Ces techniques sont mobilisées pour des projets variés : fondations de logements collectifs en bord de rade, extension de zones artisanales ou stabilisation de remblais portuaires. L’analyse fine des contraintes sismiques locales, conformément au zonage PACA, conditionne le dimensionnement des plots ballastés. Le vibrocompactage s’impose également en préparation de dallages industriels nécessitant un sol homogène à long terme.
NF EN 1997-1:2005 (Eurocode 7 – Calcul géotechnique), NF P 94-282:2015 (Ouvrages de soutènement – Écrans), NF EN 1537:2013 (Exécution des travaux géotechniques spéciaux – Tirants d’ancrage), NF P 94-110 (Essai pressiométrique Ménard), Recommandations TA 2020 (CFMS – Tirants d’ancrage)

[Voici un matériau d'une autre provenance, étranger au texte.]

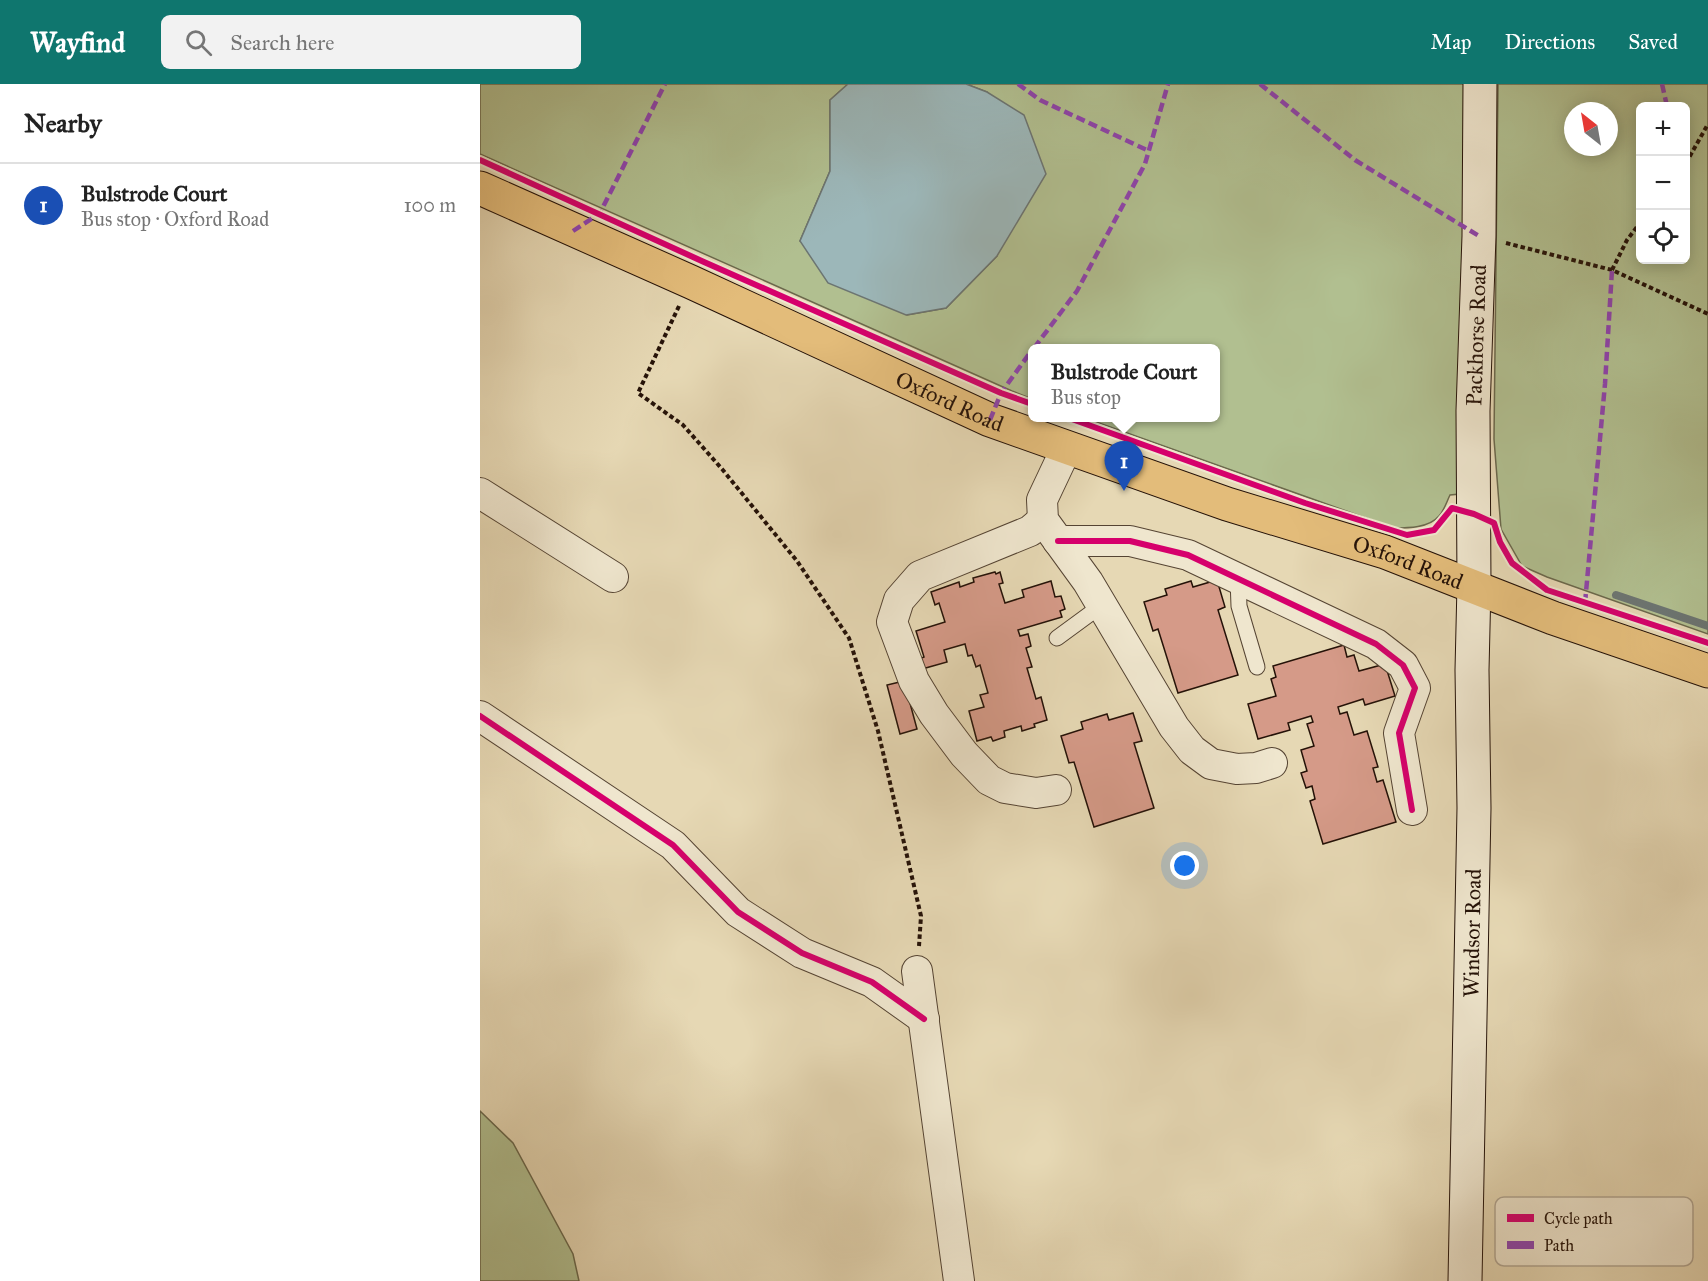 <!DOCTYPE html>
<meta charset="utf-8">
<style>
body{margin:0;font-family:"IM FELL Great Primer",serif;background:#f2f2f2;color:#222}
.controls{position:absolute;right:18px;top:18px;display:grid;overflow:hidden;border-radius:9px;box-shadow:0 3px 15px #0003}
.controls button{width:54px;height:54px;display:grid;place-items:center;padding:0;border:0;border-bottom:2px solid #e0e0e0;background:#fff;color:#222;font:30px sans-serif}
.compass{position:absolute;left:1084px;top:18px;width:54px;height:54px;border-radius:50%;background:#fff;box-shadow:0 3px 15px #0003;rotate:329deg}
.you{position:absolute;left:705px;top:782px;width:21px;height:21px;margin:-15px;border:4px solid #fff;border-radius:50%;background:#1a73e8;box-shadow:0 0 0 9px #1a73e833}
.badge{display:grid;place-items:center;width:39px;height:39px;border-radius:50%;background:#0f766e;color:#fff;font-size:20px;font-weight:700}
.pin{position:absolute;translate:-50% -50px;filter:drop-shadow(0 2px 3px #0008)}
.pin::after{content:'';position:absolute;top:32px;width:21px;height:18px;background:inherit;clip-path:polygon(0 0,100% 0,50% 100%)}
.popup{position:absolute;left:548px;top:260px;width:192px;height:78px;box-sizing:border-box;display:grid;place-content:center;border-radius:9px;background:#fff;filter:drop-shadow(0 2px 4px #0005);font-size:20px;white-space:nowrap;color:#767676}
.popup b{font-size:22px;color:#222}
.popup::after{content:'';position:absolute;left:50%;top:100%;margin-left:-12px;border:12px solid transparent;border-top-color:#fff}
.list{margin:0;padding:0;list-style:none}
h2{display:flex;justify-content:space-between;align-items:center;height:78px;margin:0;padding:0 24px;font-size:26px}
h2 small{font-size:20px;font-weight:400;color:#767676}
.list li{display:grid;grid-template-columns:39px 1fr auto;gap:18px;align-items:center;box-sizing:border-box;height:84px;padding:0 24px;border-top:2px solid #e0e0e0}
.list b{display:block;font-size:22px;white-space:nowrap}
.list p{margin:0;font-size:20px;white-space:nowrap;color:#767676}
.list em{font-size:20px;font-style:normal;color:#767676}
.icon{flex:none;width:33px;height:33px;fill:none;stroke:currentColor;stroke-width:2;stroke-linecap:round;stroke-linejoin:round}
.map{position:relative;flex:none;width:1228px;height:1197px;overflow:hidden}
header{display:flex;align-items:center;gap:36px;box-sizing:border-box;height:84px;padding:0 30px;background:#0f766e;color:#fff}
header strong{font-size:28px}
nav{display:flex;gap:33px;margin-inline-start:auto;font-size:21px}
.search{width:420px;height:54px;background:#f2f2f2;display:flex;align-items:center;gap:15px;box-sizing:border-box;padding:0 21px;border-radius:9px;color:#767676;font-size:22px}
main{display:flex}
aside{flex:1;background:#fff}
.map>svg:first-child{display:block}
</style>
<header>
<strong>Wayfind</strong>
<div class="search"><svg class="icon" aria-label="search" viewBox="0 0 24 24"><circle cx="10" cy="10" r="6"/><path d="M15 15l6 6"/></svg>Search here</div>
<nav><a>Map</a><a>Directions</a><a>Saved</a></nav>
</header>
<main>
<aside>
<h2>Nearby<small></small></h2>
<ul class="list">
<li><span class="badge" style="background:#1a4fb4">1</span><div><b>Bulstrode Court</b><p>Bus stop · Oxford Road</p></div><em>100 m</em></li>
</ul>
</aside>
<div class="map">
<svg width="1228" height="1197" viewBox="0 0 1228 1197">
<rect width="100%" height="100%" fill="#e6d8b4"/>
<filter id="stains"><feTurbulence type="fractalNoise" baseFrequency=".00333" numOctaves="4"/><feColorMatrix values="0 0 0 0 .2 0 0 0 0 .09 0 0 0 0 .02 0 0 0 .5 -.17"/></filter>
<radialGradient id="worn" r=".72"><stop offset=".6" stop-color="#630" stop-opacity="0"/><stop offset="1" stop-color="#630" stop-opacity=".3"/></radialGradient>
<g fill="#b1bf90" stroke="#6b684c" stroke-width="1.5" fill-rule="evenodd">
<path d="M0,0H368L350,16V87L320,157L427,231L466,224L517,172L507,8L486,0H985L980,410L970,411C967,417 964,427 959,432C949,444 928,444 914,444L605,334H736V264H552V315L532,307L0,70Z"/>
<path d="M1018,0H1228V550L1067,493L1042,482L1021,445L1014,355ZM1206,22V176H1160V22ZM1093,27H1129V63H1093Z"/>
<path d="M0,1027L33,1059L93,1170L99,1197H0Z"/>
</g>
<path fill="#9cb7b9" stroke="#6c7572" stroke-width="1.5" d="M368,0H486L507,8L544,31L566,90L517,172L466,224L426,231L348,199L320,157L350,87V16Z"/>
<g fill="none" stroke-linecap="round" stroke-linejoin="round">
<path stroke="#6c7572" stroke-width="8" d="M1136,511L1228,542"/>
</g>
<g fill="#d59a88" stroke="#251208" stroke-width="1.5">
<path d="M515,488L516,490L520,488L523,499L519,500L525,519L544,513L542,506L571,497L575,513L581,512L585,525L580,527L582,533L538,546L540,552L548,550L551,562L546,564L552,583L547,584L556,615L561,613L567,636L554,640L555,643L542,647L541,642L524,647L525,653L513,657L511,653L497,657L489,627L504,623L500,611L508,609L500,581L496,583L492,571L488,572L485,560L464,566L467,578L442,585L439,575L444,573L436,547L465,538L459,519L455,521L451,508L479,498L480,503L494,498L493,494Z"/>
<path d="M737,496L745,523L738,526L758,591L698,609L678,545L673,547L664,518L687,511L685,505L711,497L713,503Z"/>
<path d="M864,561L867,573L874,571L879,587L905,580L915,612L885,621L883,615L858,623L860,630L867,628L874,651L887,647L898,683L893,684L897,698L903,696L916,738L843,760L830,717L835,715L832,702L826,704L821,689L827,687L821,666L834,662L827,640L833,638L831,632L808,639L810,646L778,655L768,620L796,612L791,595L796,593L793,582Z"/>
<path d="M424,597L437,645L420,650L407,601Z"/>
<path d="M653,629L662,657L654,659L674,724L614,743L594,678L589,679L581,652L603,645L601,638L627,630L629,636Z"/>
</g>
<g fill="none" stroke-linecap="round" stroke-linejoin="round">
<defs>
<g id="service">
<path d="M758,495L759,522L777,583"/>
<path d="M577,554L622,521"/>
</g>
<g id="minor">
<path d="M587,363L562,416L563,436L608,498L694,643L712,666L731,680L757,685L776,684L792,679"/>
<path d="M0,409L133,493"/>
<path d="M563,436L550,447L440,492L419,516L412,538L434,597L454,630L484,670L509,696L525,704L556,709L576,706"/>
<path d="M578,457H650L708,471L896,560L923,581L935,604L919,649L932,726"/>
<path d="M0,632L193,761L258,828L322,869L392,898L444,935"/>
<path d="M437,887L479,1197"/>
</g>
<g id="secondary">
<path id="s1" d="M985,1197L994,724L992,586L994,501L993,327L999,152L1000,0"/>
</g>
<g id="primary">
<path id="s2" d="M0,104L211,198L510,336L747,420L905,468L1073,534L1228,587"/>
</g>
</defs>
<use href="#service" stroke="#543" stroke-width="17"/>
<use href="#minor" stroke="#543" stroke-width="32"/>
<use href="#secondary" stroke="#251208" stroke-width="35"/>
<use href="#primary" stroke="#251208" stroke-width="35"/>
<g stroke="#251208" stroke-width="4" stroke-dasharray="4.5 3" stroke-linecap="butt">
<path d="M1206,79L1228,40"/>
<path d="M1026,159L1132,186L1228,230"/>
<path d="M1132,186L1147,156L1160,139"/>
<path d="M199,222L158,309L203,341L242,385L317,477L369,554L398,647L441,832L439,862"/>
</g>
<use href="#service" stroke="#efe6ce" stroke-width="15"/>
<use href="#minor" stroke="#efe6ce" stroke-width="30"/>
<use href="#secondary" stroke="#efe6ce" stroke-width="33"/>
<use href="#primary" stroke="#e3bc7a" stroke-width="33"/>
<g stroke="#8e44ad" stroke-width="4.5" stroke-dasharray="9 4.5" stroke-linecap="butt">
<path d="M538,0L560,16L669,67"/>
<path d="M780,0L875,76L999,152"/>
<path d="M1182,0L1187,22"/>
<path d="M93,147L120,129L185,0"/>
<path d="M554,264L597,207L665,80L688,0"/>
<path d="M510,336L521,309L552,266"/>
<path d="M1105,519L1125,300L1132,186"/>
</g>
<defs>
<g id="cycleway">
<path d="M0,76L224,178L521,309L552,320"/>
<path d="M589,334L825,419L927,451L954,446L972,424L994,430L1014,439L1020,458L1032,479L1067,506L1228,559"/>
<path d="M578,457H650L708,471L896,560L923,581L935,604L919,649L932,726"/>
<path d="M0,632L193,761L258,828L322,869L392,898L444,935"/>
</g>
</defs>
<use href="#cycleway" stroke="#efe6ce" stroke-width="10"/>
<use href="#cycleway" stroke="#d6006c" stroke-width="6"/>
</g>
<g text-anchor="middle" stroke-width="6" stroke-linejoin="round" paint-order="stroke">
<g font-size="22" fill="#251208" stroke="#efe6ce">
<text dy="8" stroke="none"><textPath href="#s1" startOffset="946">Packhorse Road</textPath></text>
<text dy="8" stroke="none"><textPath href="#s2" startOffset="516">Oxford Road</textPath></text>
<text dy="8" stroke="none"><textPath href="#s2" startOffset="1002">Oxford Road</textPath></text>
<text dy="8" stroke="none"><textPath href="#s1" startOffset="348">Windsor Road</textPath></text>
</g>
</g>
<rect x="1015" y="1113" width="198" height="69" rx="9" fill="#efe6ce" stroke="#b2a693" stroke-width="1.5"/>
<rect x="1027" y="1130" width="27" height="8" fill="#d6006c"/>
<rect x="1027" y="1157" width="27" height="8" fill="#8e44ad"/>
<g font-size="16" fill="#251208">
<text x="1064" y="1140">Cycle path</text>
<text x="1064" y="1167">Path</text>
</g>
<rect width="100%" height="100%" filter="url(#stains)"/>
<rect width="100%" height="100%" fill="url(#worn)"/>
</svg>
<div class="controls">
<button>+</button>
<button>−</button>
<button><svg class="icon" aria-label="locate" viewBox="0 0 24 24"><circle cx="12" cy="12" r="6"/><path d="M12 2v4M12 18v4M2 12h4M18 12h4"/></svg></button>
</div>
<svg class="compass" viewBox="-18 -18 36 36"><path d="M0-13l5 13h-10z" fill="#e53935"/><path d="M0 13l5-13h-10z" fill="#767676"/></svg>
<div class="you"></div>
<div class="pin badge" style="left:644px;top:407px;background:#1a4fb4">1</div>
<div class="popup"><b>Bulstrode Court</b>Bus stop</div>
</div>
</main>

Un ancrage actif est précontraint : on le met en tension immédiatement après sa réalisation pour mobiliser la résistance du terrain avant tout déplacement de la structure, ce qui est utile quand on travaille contre un écran de palplanches près du port de La Seyne où l’on ne peut pas tolérer de déformation. Un ancrage passif n’est pas mis en tension initialement : il travaille « en réaction », en se déformant progressivement sous l’effet de la poussée des terres, typiquement dans les talus rocheux cloués du massif de Siou-Blanc. Dans les schistes altérés seynois, on privilégie souvent les ancrages actifs car le fluage des argiles pourrait compromettre un ancrage passif qui ne serait jamais sollicité assez tôt pour limiter les déplacements.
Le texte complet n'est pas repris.